Much more controversial was the issue of whether the United States should pay reparations for the destruction that military operations inflicted on Vietnam during the Second Indochina War. In January 1973, as part of the Paris Peace Agreement, the Nixon administration agreed to provide North Vietnam with $4.75 billion in aid for economic reconstruction. This was intended as an inducement to respect the terms of the accord, but Hanoi was determined to reunite the country and achieved success in April 1975. Two years later, when President Jimmy Carter sought the establishment of diplomatic relations, the Socialist Republic of Vietnam made the payment of reparations at least equivalent to the amount of the promised reconstruction aid a condition for normalization. The House of Representatives, in a quick and angry response to perceived blackmail, voted to forbid aid, reparations, or payments of any kind to Vietnam. By contrast, a decade later, the United States paid compensation when it accidentally shot down an Iranian civilian airliner over the Persian Gulf. These differing outcomes revealed how the principle of reparation for damages had not been firmly set in international law. In 2000, the United States chose not to pay reparations to the families of South Korean civilians that U.S. soldiers had killed at No Gun Ri during the first weeks of the Korean War.
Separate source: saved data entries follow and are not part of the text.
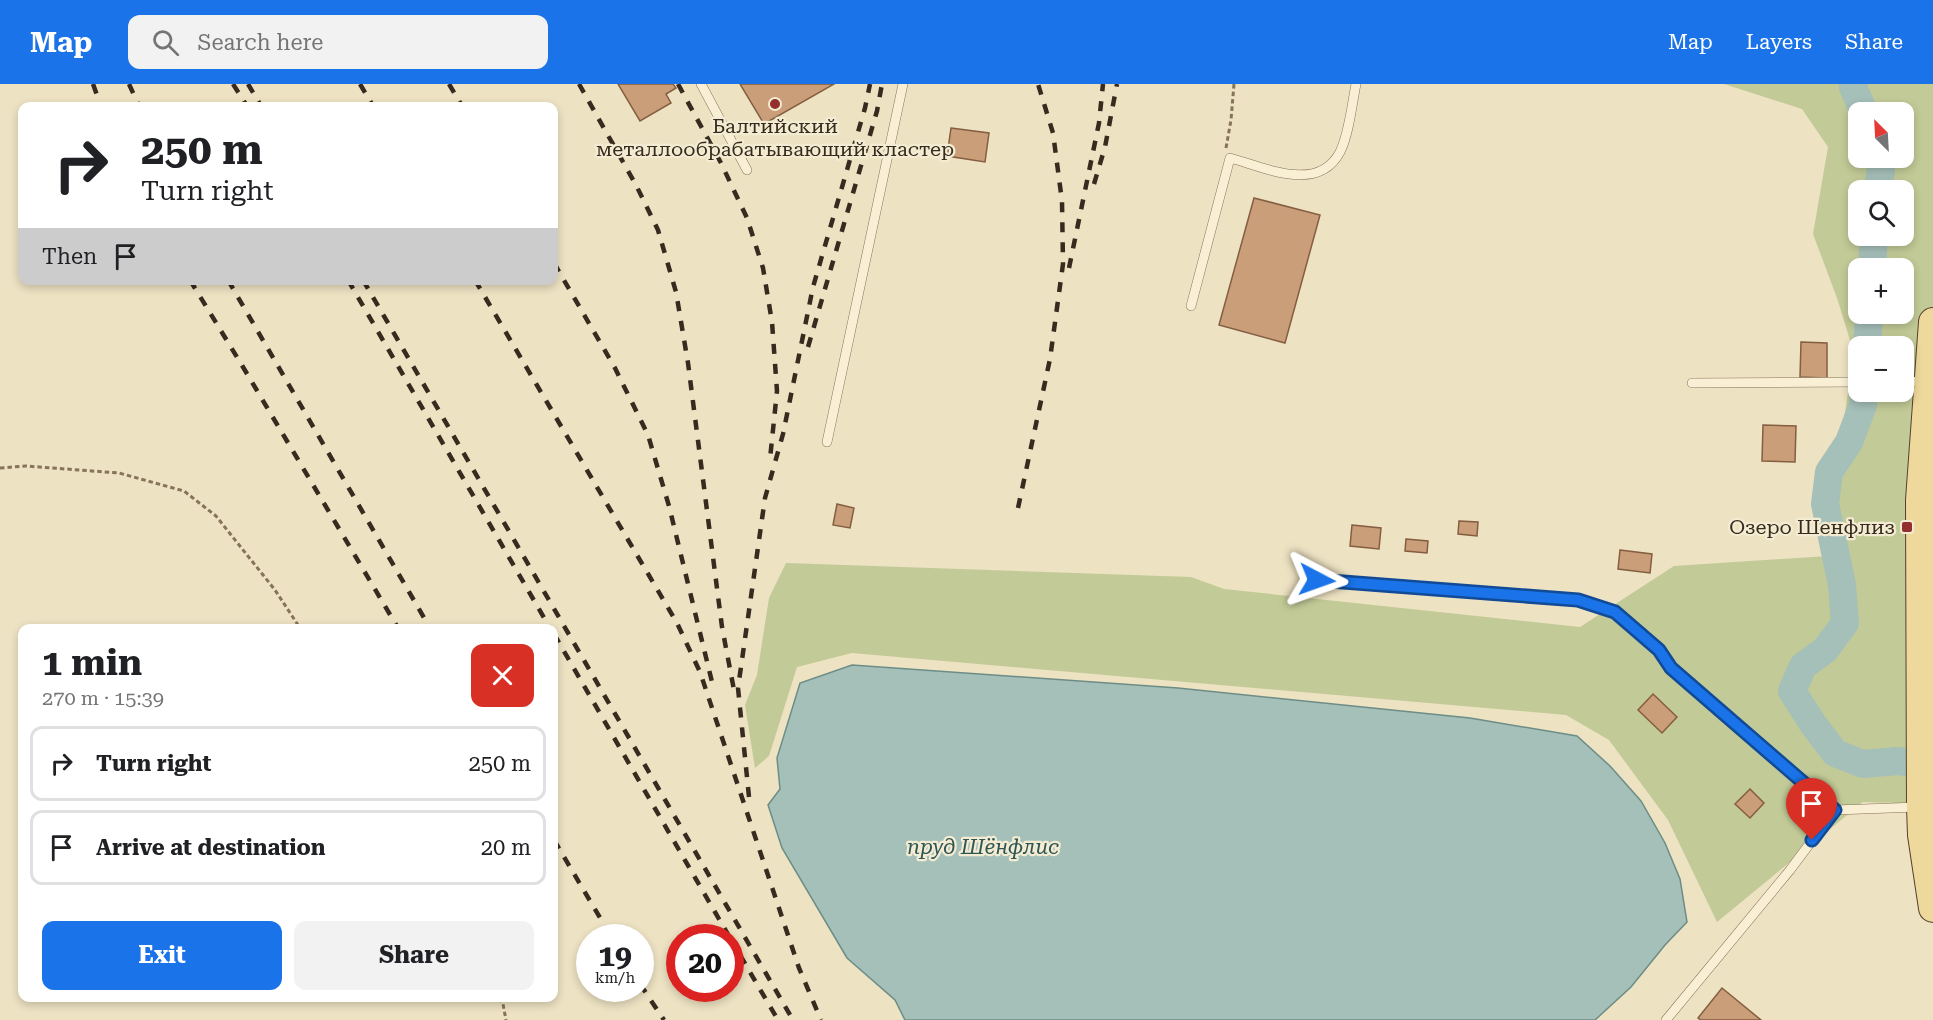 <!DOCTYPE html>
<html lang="en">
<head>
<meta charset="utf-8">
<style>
	body { margin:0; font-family:"Roboto Serif",serif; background:#f2f2f2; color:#202124; height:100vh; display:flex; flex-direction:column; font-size:22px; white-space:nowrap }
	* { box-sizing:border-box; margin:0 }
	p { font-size:20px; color:#757577 }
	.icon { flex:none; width:33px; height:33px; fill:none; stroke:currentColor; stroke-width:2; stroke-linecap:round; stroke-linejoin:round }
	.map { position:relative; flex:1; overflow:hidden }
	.sheet { position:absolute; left:18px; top:540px; width:540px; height:378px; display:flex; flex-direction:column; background:#fff; border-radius:12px; box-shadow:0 3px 9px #0003 }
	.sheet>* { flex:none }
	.banner { position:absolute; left:18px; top:18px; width:540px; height:183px; border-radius:12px; box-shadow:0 3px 9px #0003; background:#fff; color:#202124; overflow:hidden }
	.needle { width:39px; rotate:336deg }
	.fabs { position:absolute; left:1848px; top:18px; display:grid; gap:12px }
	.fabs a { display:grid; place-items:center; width:66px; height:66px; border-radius:12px; background:#fff; box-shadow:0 3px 9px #0003; font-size:30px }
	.speed { position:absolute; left:576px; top:840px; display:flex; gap:12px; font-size:30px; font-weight:700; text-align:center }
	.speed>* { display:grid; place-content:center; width:78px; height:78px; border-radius:50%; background:#fff; box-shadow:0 3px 9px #0003; line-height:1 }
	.speed small { font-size:15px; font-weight:400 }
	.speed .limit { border:9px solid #d22; background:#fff; color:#111 }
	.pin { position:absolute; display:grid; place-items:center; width:51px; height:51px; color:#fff; margin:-62px -26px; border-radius:50% 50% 50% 0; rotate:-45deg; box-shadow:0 0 6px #0007 }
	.pin .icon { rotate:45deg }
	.me { position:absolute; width:66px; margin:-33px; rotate:94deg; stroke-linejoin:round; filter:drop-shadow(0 0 4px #0008) }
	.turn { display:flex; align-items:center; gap:21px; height:126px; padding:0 24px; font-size:27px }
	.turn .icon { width:78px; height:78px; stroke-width:2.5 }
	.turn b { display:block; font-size:42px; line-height:51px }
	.then { display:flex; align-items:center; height:57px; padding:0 24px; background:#0003; gap:12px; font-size:22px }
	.round { display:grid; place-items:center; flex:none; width:63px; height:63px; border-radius:12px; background:#f2f2f2 }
	.head { display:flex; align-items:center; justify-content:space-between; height:102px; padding:0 24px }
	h1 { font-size:36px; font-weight:700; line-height:45px }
	.primary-button { display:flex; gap:12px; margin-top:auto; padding:12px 24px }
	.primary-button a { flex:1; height:69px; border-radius:12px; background:#1a73e8; color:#fff; font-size:24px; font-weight:700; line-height:69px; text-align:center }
	.primary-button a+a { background:#f2f2f2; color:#202124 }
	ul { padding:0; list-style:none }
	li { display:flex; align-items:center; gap:18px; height:75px; margin:0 12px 9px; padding:0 12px; border:3px solid #e0e0e0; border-radius:12px }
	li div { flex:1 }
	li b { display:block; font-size:22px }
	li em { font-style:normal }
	header { display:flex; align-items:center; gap:36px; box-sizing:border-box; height:84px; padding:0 30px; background:#1a73e8; color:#fff }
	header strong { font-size:28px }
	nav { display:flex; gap:33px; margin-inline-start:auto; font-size:21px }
	.search { width:420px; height:54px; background:#f2f2f2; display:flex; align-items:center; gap:15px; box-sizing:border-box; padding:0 21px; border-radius:12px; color:#757577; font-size:22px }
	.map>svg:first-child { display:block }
	.green { fill:#c2ca97; fill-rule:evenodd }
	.water { fill:#a5bfb9; stroke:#6c8d86; stroke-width:1.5 }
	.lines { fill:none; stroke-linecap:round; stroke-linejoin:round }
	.river { stroke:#a5bfb9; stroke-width:28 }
	.building { fill:#ca9e79; stroke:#845e41; stroke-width:1.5 }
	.lane-casing { stroke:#86735a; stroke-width:10 }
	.primary-casing { stroke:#54412e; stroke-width:30 }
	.path { stroke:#86735a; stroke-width:3; stroke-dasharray:4.5 3; stroke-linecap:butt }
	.lane { stroke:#f8efd5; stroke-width:9 }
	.primary { stroke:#efd89b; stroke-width:28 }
	.rail { stroke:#362b1e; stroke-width:4.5; stroke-dasharray:10 10; stroke-linecap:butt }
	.route-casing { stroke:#114b97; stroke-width:15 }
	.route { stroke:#1a73e8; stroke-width:10 }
	.poi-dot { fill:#932f2c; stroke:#f4ecd2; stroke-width:2 }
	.labels { text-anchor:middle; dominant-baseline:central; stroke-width:4.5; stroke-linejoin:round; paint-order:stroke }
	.poi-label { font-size:20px; fill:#362b1e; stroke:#f4ecd2 }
	.water-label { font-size:21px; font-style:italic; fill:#2d5655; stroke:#f4ecd2 }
</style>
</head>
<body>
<header>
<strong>Map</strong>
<div class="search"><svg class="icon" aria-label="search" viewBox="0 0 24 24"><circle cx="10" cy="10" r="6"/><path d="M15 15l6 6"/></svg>Search here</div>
<nav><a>Map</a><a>Layers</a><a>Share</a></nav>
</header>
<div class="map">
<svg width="1933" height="936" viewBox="0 0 1933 936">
	<rect width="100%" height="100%" fill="#ede2c2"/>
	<path class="green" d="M1724,0H1933V730L1931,720L1863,718L1717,838L1668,736L1609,656L1566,631L852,569L797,583L769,672L755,684L745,621L757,591L769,514L786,479L1191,493L1224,505L1580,543L1674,482L1828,472L1836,387L1854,269L1837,214L1813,150L1828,63L1802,25ZM1858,28H1904V74H1858ZM1858,106H1904V152H1858ZM1858,184H1904V230H1858ZM1858,262H1904V308H1858Z"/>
	<path class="water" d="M852,581L1178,604L1470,634L1577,652L1610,682L1641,717L1665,759L1680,795L1687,838L1665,861L1631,903L1595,936H905L895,916L847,874L782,764L768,721L780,705L777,674L800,599Z"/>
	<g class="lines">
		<g class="river">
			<path d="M1854,0L1853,3L1864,28"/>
			<path d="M1877,106L1881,87L1879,74"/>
			<path d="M1872,184L1874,152"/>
			<path d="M1867,262L1869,230"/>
			<path d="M1864,308L1863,321L1849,358L1829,388L1825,420L1842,501L1845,539L1825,566L1803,582L1792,607L1813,640L1835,669L1863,680L1898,677L1933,681"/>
		</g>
	</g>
	<g class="building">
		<path d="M618,0H673L676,4L666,10L671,19L640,37Z"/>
		<path d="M740,0H834L764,40Z"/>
		<path d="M951,44L989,49L985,78L947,72Z"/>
		<path d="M1254,114L1320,131L1285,259L1219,241Z"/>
		<path d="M1801,258L1827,259V294L1800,293Z"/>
		<path d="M1763,341L1796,342L1795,378L1762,377Z"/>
		<path d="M837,420L854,424L850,444L833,441Z"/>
		<path d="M1459,437L1478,438L1477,452L1458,450Z"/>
		<path d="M1352,441L1381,444L1379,465L1350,462Z"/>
		<path d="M1406,455L1428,457L1427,469L1405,467Z"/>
		<path d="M1620,466L1652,470L1650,489L1618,485Z"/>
		<path d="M1653,610L1677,633L1662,649L1638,626Z"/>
		<path d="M1750,705L1764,719L1750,734L1735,720Z"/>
		<path d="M1722,904L1761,936H1701L1698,934Z"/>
	</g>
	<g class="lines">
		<g class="lane-casing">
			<g id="lane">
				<path d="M701,0L747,86"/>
				<path d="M1191,222L1230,74C1264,83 1318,110 1340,68C1349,50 1352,20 1356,0"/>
				<path d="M1904,298L1925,297"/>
				<path d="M1692,299L1858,298"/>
				<path d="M827,358L903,0"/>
				<path d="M1317,496L1578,516L1615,528L1659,566L1671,583L1835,726L1918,723"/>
				<path d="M1666,936L1790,786L1835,726"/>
			</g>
		</g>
		<g class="primary-casing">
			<path id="primary" d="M1933,238L1920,416L1921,723L1922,751L1933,824"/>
		</g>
		<g class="path">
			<path d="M1226,64L1231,36L1234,0"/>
			<path d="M0,384L26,382L119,389L184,407L216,432L275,506L300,544"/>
			<path d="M499,914L503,920L506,936"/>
		</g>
		<use href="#lane" class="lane"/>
		<use href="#primary" class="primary"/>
		<g class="rail">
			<path d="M93,0L101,22"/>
			<path d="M129,0L139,22"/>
			<path d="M233,0L247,22"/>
			<path d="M248,0L261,22"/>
			<path d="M360,0L373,22"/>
			<path d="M449,0L462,22"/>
			<path d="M579,0L636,101L658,146L676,208L688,279L722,543L734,606"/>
			<path d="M678,0L721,79L747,134L763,184L772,238L777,307L770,375"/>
			<path d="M1094,100L1105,63L1117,0"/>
			<path d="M554,179L615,284L648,351L669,422L713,602"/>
			<path d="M1069,184L1099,39L1103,0"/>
			<path d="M190,196L243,283L398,544"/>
			<path d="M228,196L430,544"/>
			<path d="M348,196L550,544"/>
			<path d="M363,196L793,936"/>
			<path d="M475,196L677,539L700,588L799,884L821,936"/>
			<path d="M808,263L877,27L882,0"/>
			<path d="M1018,424L1050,275L1063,180L1062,117L1053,49L1038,0"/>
			<path d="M554,550L730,854"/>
			<path d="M749,713L738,604L765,414L783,350L813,203L865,24L870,0"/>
			<path d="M554,756L612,854"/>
			<path d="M730,854L778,936"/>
			<path d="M640,900L664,936"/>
		</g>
	</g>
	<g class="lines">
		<g class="route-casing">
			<path id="route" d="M1317,496L1578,516L1615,528L1659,566L1671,584L1835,726L1812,756"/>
		</g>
		<use href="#route" class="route"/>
	</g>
	<g class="poi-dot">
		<circle cx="775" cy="20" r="6"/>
		<rect x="1901" y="437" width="12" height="12" rx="3"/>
	</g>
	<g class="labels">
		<g class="poi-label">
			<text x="775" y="42">Балтийский<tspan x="775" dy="23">металлообрабатывающий кластер</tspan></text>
			<text x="1895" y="443" text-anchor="end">Озеро Шенфлиз</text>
		</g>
		<g class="water-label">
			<text x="983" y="763">пруд Шёнфлис</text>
		</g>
	</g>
</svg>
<div class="fabs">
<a><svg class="needle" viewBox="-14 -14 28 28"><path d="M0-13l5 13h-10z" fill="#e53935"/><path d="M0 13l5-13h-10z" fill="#757577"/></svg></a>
<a><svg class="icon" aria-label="search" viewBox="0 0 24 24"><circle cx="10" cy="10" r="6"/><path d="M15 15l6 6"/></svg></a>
<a>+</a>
<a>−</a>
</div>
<div class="speed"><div>19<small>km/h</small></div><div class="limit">20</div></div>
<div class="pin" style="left:1812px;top:756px;background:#d93025"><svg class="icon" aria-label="arrive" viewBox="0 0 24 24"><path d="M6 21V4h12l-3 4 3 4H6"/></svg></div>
<svg class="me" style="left:1317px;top:496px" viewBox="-20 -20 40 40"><path d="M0-17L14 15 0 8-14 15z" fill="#1a73e8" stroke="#fff" stroke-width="4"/></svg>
<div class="banner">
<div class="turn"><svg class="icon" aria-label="right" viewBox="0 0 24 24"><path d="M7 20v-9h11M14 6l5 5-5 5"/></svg><div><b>250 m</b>Turn right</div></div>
<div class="then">Then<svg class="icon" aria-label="arrive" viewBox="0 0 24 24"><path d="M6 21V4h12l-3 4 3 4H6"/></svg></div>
</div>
<section class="sheet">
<div class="head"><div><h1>1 min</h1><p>270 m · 15:39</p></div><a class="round" style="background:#d93025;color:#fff"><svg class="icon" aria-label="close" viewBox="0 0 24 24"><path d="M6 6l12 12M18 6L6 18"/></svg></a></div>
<ul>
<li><svg class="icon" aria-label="right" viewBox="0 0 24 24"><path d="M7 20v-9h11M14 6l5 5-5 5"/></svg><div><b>Turn right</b></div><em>250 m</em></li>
<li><svg class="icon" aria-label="arrive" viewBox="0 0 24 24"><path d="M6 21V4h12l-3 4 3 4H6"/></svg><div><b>Arrive at destination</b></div><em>20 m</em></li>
</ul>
<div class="primary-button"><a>Exit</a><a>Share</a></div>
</section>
</div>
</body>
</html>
During the years after World War II, specific groups of people have made claims to reparations for a variety of transgressions. The Federal Republic of Germany, for example, voluntarily paid reparations to Israel for the policies and actions of the Nazi government that inflicted unspeakable suffering upon individual Jews. During the 1990s, U.S. World War II veterans who had been prisoners of war in Germany filed suit against Daimler-Benz and other firms to gain damages for German industry's ruthless exploitation of them as slave laborers. These demands gained legitimacy from a definition of reparations as an "act or process of making amends," usually by "giving compensation to satisfy one who has suffered injury, loss, or wrong at the hands of another." Consistent with this broader definition, in 1983 the U.S. Congress passed a remediation (remedy) law for Japanese Americans whom the U.S. government had put into internment camps during World War II. It provided for Congress first to pass a joint resolution, signed by the president, "which recognizes that a grave injustice was done and offers the apologies of the nation for the acts of exclusion, removal, and detention." Second, it granted official pardons to Japanese Americans convicted for violating orders to evacuate. Third, it created a foundation for educational and humanitarian purposes. Last, and most important, Congress established a $1.5 billion fund for the payment of reparations to survivors of the internment camps.

Remediation for Japanese Americans revived African-American demands to receive reparations for enslavement. Despite various legislative and legal attempts to redress the legacy of American slavery after 1865, large-scale payment of reparations never had gained widespread support in the United States as a viable option for indemnification. In 1989, Representative John Conyers, an African-American Democrat from Michigan, introduced in the House of Representatives legislation to allow African Americans to achieve remediation. It failed to pass then and again in 1991. But in February 1993, the first National Reparations Awareness Day program in Detroit presented strategies for accomplishing indemnification. Legal action, while not expected to succeed, was endorsed as a powerful symbol of white group responsibility for slavery that would set the stage for passage of remediation legislation once a favorable political context emerged. In 2001, at the National Reparations Conference in Chicago, activists argued that an honest reckoning of American history showed "the difficulty of transcending race without some attempt to repair the damage done by racial slavery and the structures of racism erected to justify it." That demands to indemnify the descendants of American slaves extended into the twenty-first century demonstrated that the principle of reparations for damages had not been firmly established either in U.S. domestic or international law.